Assigned task
For every line in the records that has the word "lists", make a copy.

Data
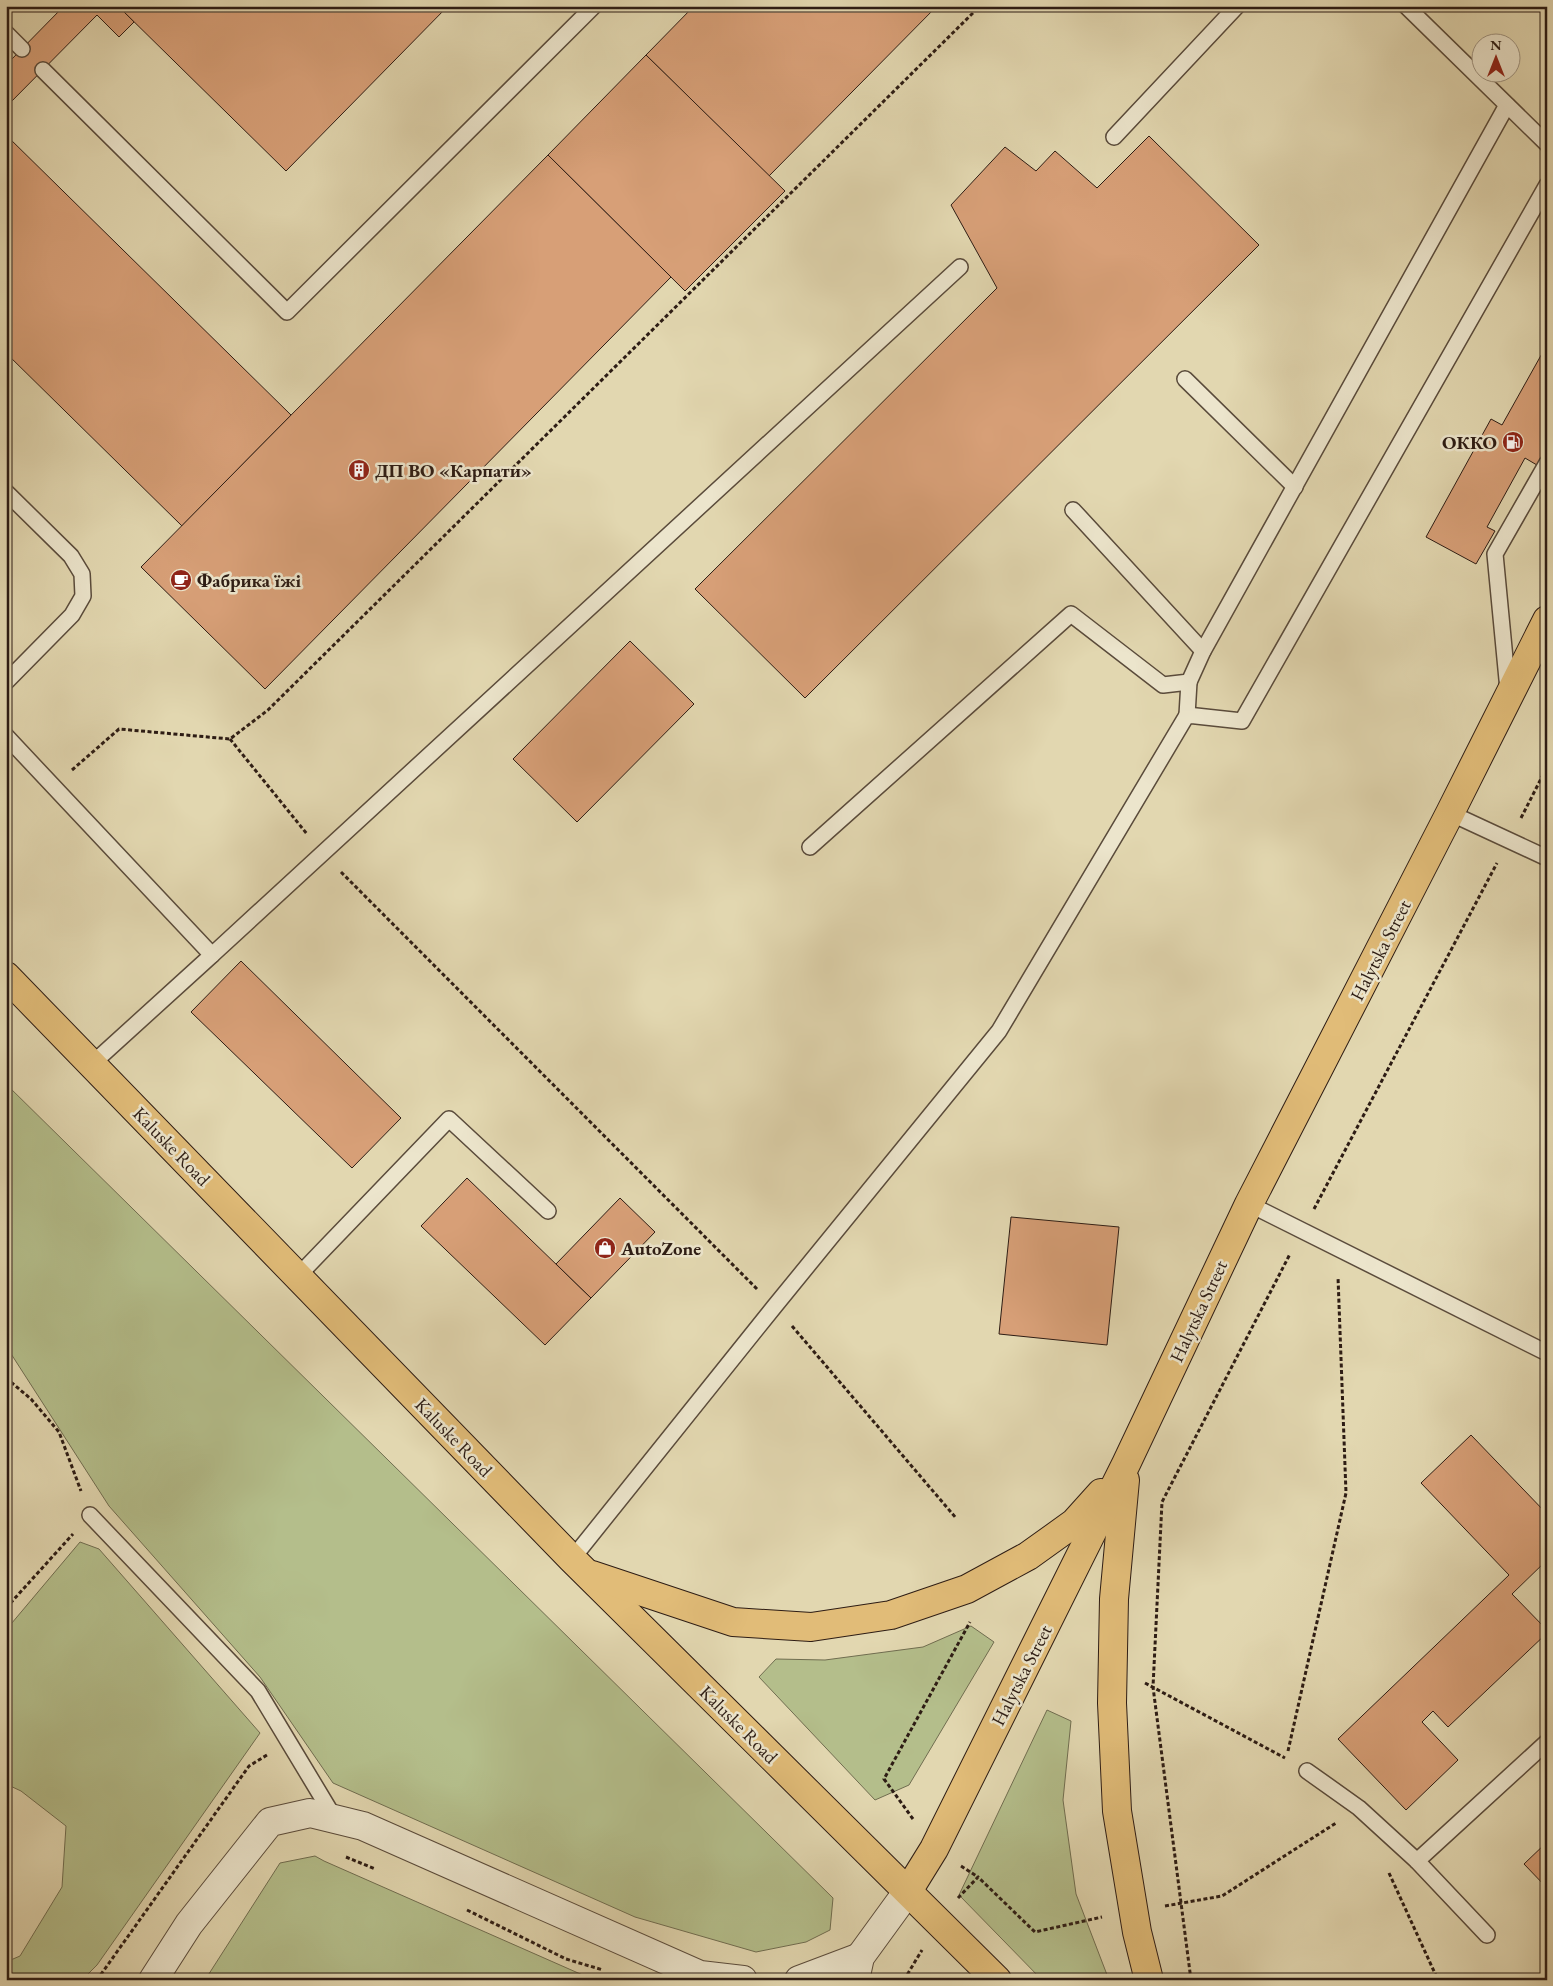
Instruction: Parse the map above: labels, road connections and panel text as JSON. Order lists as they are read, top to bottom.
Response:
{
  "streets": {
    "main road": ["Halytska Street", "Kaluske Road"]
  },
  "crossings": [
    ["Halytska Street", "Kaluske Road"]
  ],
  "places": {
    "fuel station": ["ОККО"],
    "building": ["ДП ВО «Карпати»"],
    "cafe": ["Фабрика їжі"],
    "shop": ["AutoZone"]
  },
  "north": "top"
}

==

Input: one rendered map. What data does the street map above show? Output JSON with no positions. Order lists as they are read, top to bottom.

--

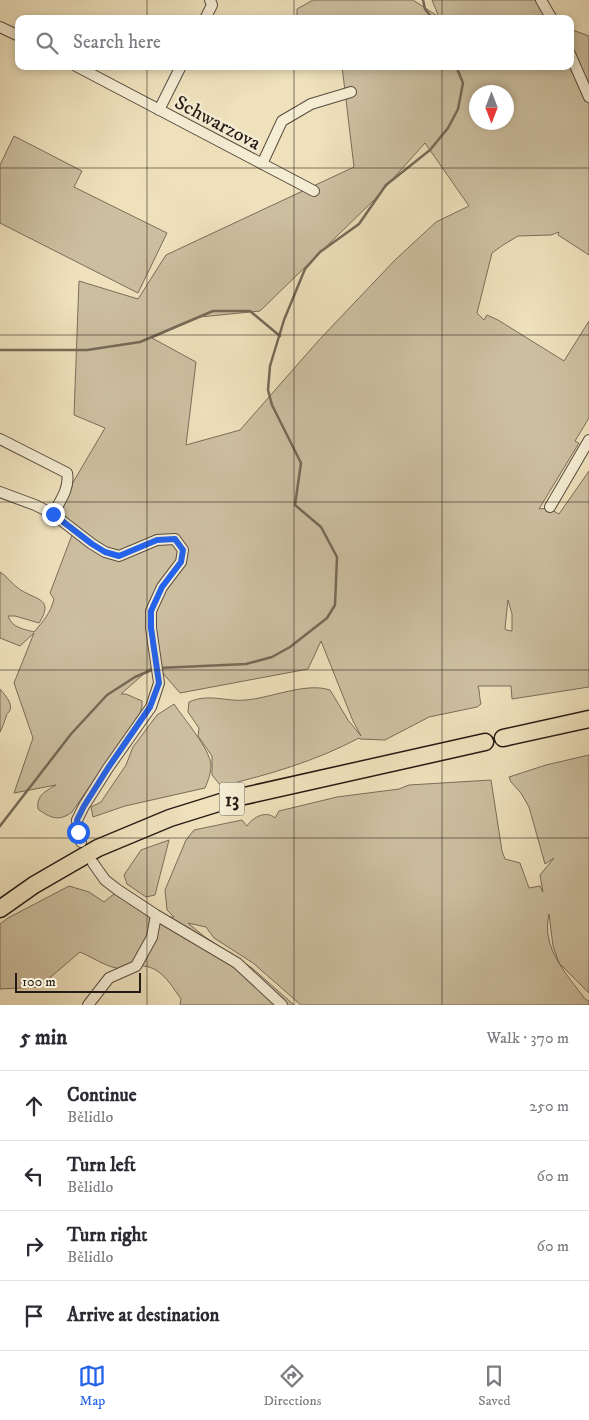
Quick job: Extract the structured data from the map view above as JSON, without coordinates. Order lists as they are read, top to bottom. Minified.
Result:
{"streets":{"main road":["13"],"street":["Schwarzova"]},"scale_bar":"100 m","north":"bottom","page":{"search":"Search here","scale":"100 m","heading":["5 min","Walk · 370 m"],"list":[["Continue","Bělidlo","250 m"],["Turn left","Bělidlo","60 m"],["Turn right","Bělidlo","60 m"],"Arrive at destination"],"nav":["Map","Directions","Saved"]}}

Written response
Instruction: Parse the map above: labels, road connections and panel text as JSON. Order lists as they are read, top to bottom.
Input: one rendered map. What data does the street map above show? Output JSON with no positions. Order lists as they are read, top to bottom.
Quick job: Extract the structured data from the map view above as JSON, without coordinates. Order lists as they are read, top to bottom. Minified.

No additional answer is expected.